++++ Source material ++++

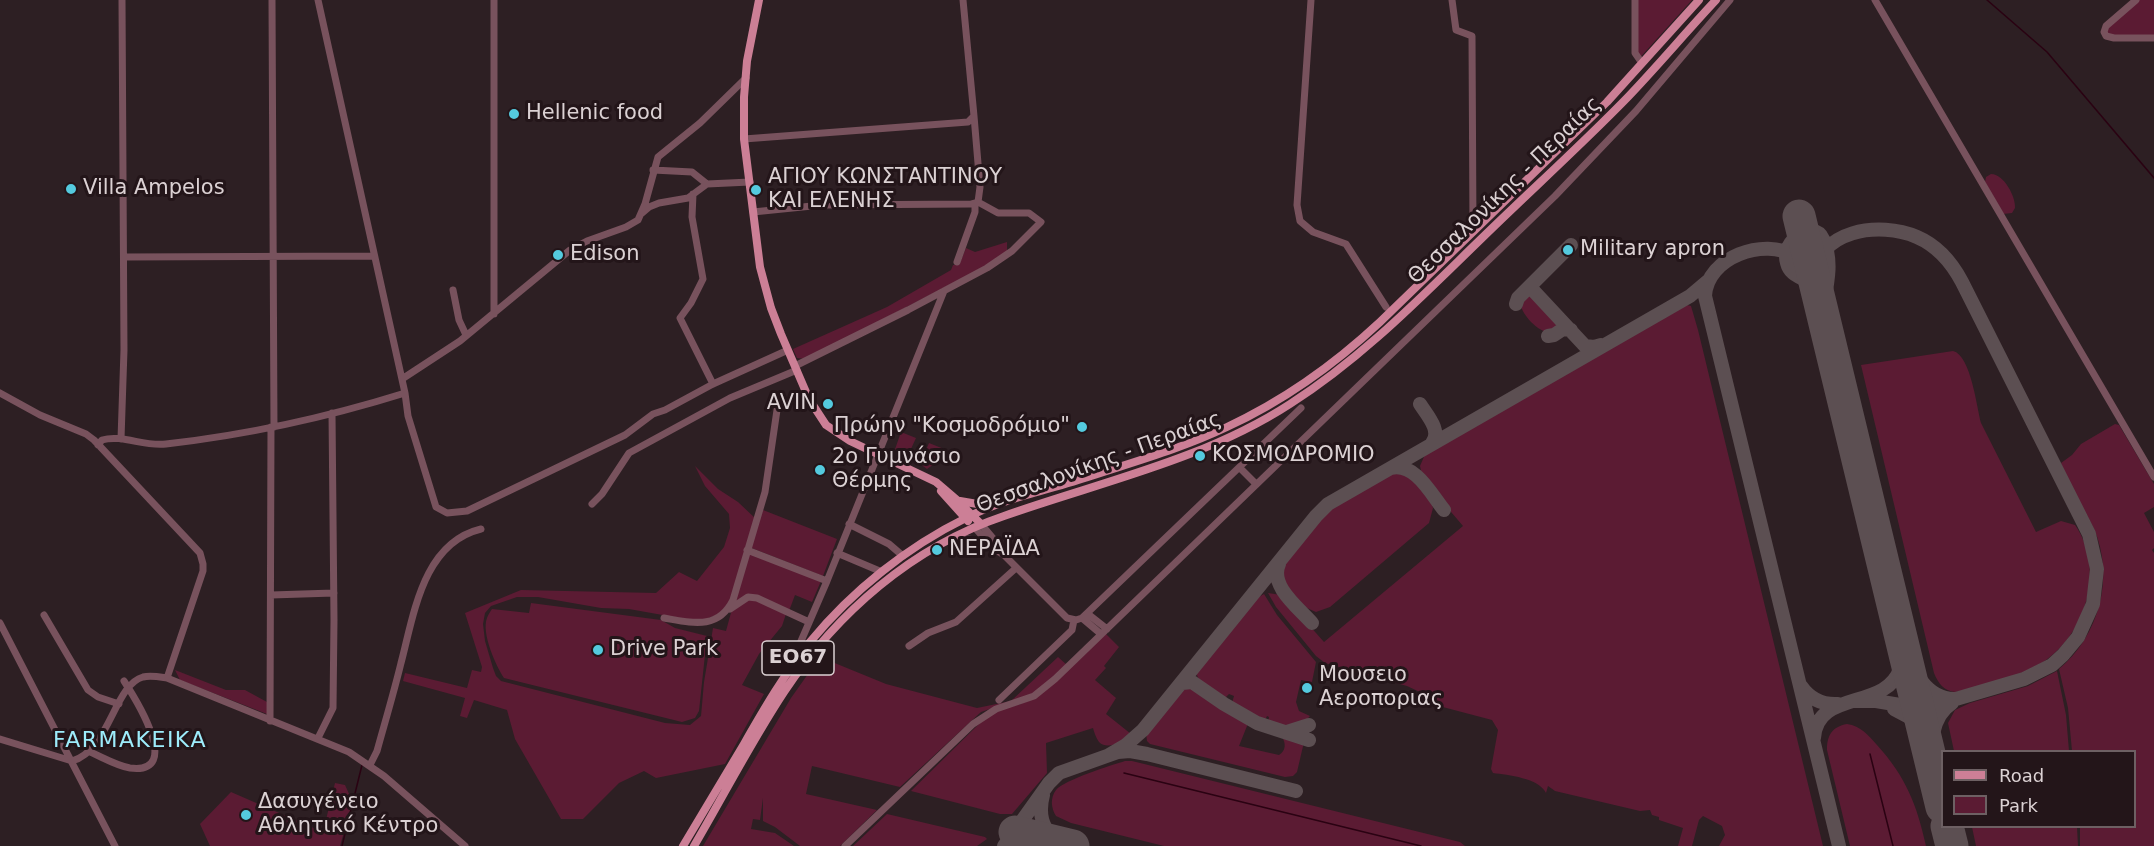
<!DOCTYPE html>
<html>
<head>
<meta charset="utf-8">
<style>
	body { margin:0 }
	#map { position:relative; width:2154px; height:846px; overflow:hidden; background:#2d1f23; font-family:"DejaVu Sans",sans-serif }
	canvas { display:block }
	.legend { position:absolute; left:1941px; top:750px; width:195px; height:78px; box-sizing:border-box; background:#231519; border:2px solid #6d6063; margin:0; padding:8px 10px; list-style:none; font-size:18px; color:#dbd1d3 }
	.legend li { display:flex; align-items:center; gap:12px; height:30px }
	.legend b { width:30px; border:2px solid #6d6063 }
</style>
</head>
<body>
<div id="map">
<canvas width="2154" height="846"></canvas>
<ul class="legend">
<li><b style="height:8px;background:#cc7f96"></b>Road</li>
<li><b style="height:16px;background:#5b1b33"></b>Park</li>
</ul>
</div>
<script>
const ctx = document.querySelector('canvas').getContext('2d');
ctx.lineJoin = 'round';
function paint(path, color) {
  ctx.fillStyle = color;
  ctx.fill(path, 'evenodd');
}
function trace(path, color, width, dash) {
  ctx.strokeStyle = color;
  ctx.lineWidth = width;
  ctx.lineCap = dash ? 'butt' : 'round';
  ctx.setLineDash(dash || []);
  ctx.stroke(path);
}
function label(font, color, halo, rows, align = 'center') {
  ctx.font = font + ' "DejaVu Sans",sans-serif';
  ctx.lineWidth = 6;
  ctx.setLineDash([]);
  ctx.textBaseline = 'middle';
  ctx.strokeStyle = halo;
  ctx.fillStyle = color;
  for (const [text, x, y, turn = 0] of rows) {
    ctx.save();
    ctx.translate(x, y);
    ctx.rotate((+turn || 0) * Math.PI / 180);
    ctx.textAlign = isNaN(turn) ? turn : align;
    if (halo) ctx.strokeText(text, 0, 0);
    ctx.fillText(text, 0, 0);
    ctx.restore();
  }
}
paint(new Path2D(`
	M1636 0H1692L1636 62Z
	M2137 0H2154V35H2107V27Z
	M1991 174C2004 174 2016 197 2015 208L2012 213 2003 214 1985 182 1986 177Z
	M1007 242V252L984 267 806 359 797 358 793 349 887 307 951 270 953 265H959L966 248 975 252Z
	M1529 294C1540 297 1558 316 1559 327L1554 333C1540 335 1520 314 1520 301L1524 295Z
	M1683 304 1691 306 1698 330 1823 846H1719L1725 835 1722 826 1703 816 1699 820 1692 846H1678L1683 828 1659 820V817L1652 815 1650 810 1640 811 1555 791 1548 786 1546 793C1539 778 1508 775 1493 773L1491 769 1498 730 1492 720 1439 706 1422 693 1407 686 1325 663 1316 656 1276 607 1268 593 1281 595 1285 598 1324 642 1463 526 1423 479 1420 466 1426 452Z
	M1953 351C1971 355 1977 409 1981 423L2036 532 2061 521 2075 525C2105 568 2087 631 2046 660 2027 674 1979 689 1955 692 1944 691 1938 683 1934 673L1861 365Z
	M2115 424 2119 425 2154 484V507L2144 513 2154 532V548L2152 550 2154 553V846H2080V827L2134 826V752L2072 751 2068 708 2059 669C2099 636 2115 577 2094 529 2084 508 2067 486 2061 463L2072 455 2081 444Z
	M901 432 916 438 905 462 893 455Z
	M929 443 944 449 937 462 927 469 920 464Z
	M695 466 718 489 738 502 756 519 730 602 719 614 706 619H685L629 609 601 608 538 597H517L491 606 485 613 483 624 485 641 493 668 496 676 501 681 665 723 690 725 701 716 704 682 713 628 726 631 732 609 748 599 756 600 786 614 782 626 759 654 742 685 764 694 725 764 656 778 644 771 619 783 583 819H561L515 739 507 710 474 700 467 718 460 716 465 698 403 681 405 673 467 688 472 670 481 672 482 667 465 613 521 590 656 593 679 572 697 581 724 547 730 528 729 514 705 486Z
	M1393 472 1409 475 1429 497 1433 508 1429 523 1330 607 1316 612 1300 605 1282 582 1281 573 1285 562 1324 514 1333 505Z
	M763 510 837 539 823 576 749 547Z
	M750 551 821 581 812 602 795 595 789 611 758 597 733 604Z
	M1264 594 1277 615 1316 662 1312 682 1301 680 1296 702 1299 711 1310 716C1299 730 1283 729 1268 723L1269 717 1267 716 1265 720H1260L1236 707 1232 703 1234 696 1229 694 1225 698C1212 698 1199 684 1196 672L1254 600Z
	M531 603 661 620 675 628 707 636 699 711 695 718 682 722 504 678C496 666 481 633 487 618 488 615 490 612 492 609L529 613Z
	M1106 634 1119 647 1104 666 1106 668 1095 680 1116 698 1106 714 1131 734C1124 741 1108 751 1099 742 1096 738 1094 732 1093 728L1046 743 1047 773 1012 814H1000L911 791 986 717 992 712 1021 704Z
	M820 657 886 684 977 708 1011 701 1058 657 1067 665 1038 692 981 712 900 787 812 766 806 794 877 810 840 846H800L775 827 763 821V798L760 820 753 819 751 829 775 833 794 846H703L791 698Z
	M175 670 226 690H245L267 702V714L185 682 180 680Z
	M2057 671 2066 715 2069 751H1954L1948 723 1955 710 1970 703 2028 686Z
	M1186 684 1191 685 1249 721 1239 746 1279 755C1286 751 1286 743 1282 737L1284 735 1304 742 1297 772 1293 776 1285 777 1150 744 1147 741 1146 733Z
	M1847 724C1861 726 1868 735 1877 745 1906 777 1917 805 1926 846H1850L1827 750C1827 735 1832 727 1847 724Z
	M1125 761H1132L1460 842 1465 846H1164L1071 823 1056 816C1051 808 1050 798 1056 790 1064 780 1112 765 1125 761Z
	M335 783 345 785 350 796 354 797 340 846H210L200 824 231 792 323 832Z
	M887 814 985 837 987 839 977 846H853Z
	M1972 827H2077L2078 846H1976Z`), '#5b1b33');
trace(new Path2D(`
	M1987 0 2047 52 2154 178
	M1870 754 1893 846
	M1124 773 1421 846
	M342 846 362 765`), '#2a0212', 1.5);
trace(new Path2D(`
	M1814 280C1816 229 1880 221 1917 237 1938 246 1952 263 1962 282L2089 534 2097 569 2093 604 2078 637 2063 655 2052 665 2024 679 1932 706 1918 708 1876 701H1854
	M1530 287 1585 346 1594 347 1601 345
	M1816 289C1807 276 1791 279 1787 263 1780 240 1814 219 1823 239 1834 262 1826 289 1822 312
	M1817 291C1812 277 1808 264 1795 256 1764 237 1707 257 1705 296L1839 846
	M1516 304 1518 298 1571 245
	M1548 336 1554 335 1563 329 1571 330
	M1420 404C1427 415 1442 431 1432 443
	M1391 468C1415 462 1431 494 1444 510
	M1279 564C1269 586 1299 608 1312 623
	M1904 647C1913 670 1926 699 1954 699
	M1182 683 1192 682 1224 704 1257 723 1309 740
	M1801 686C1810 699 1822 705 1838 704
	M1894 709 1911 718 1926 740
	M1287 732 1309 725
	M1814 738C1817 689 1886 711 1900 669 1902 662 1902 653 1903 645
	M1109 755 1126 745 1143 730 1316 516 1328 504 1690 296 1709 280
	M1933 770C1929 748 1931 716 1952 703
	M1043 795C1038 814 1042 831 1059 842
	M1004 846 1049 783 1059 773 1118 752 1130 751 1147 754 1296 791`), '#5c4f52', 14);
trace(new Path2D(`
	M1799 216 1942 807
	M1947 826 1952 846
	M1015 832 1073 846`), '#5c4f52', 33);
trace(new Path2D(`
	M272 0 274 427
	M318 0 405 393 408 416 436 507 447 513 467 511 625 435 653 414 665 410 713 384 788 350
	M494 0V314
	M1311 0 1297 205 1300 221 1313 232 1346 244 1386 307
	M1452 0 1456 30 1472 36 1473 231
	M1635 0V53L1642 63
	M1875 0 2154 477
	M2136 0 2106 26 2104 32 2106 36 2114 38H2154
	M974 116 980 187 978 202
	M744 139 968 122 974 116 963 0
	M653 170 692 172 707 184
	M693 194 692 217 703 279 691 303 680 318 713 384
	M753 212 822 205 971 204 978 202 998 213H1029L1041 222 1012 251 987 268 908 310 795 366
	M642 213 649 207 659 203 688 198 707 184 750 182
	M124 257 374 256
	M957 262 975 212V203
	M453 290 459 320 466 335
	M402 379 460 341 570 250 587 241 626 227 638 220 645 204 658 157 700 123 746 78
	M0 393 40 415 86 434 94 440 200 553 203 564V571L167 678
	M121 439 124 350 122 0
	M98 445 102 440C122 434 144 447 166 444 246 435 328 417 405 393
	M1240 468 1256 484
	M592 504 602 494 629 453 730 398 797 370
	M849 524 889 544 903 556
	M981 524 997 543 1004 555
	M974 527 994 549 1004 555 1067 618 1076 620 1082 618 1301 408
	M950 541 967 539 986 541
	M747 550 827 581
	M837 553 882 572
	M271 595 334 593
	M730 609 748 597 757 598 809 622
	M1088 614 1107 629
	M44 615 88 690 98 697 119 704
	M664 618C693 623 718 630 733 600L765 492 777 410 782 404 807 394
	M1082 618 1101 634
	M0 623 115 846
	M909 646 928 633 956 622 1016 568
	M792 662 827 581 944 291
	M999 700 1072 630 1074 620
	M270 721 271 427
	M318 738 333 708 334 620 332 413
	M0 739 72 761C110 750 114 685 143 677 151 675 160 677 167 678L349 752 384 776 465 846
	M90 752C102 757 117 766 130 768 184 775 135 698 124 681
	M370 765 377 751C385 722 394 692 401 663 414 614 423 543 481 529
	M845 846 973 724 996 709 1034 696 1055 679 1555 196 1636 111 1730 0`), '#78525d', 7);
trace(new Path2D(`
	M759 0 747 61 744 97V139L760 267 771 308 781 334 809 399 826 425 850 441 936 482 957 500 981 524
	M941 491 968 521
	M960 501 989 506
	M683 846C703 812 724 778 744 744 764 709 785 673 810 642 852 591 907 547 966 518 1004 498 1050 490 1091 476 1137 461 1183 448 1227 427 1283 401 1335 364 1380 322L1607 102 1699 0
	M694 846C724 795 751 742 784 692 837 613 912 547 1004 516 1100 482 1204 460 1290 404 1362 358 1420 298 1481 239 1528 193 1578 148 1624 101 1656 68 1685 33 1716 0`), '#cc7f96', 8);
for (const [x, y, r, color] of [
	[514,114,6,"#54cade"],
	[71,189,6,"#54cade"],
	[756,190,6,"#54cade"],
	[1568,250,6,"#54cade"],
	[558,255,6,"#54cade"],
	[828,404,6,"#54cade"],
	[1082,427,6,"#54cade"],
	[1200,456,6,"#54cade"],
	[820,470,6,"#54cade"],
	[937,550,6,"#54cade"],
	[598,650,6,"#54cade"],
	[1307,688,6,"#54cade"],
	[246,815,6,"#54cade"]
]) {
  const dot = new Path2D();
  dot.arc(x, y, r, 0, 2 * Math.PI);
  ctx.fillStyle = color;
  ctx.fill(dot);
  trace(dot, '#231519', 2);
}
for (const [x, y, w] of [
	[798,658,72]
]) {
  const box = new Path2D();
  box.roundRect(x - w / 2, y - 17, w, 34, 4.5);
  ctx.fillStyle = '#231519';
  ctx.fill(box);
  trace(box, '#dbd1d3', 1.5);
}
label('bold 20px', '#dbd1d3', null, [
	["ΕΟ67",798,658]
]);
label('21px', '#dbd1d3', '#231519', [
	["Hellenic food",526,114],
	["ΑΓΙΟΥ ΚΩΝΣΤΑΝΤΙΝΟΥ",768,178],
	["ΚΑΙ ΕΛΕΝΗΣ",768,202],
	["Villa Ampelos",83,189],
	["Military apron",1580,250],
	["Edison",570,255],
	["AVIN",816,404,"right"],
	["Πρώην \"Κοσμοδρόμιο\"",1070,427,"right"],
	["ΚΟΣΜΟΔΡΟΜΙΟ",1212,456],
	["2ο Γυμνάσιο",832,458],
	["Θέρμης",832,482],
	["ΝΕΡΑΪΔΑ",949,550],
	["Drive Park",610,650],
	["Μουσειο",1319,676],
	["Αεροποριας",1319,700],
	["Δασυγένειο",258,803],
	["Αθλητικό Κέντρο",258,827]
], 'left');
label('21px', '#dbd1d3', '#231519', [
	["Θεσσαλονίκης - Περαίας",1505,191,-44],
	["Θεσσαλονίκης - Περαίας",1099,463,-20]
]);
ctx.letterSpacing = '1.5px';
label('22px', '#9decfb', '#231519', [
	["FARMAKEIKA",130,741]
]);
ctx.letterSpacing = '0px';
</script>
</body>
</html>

++++

Problem requirements
Your answer should be a single number, the count of lines in the listing that contain "setLineDash".

Output for this task
2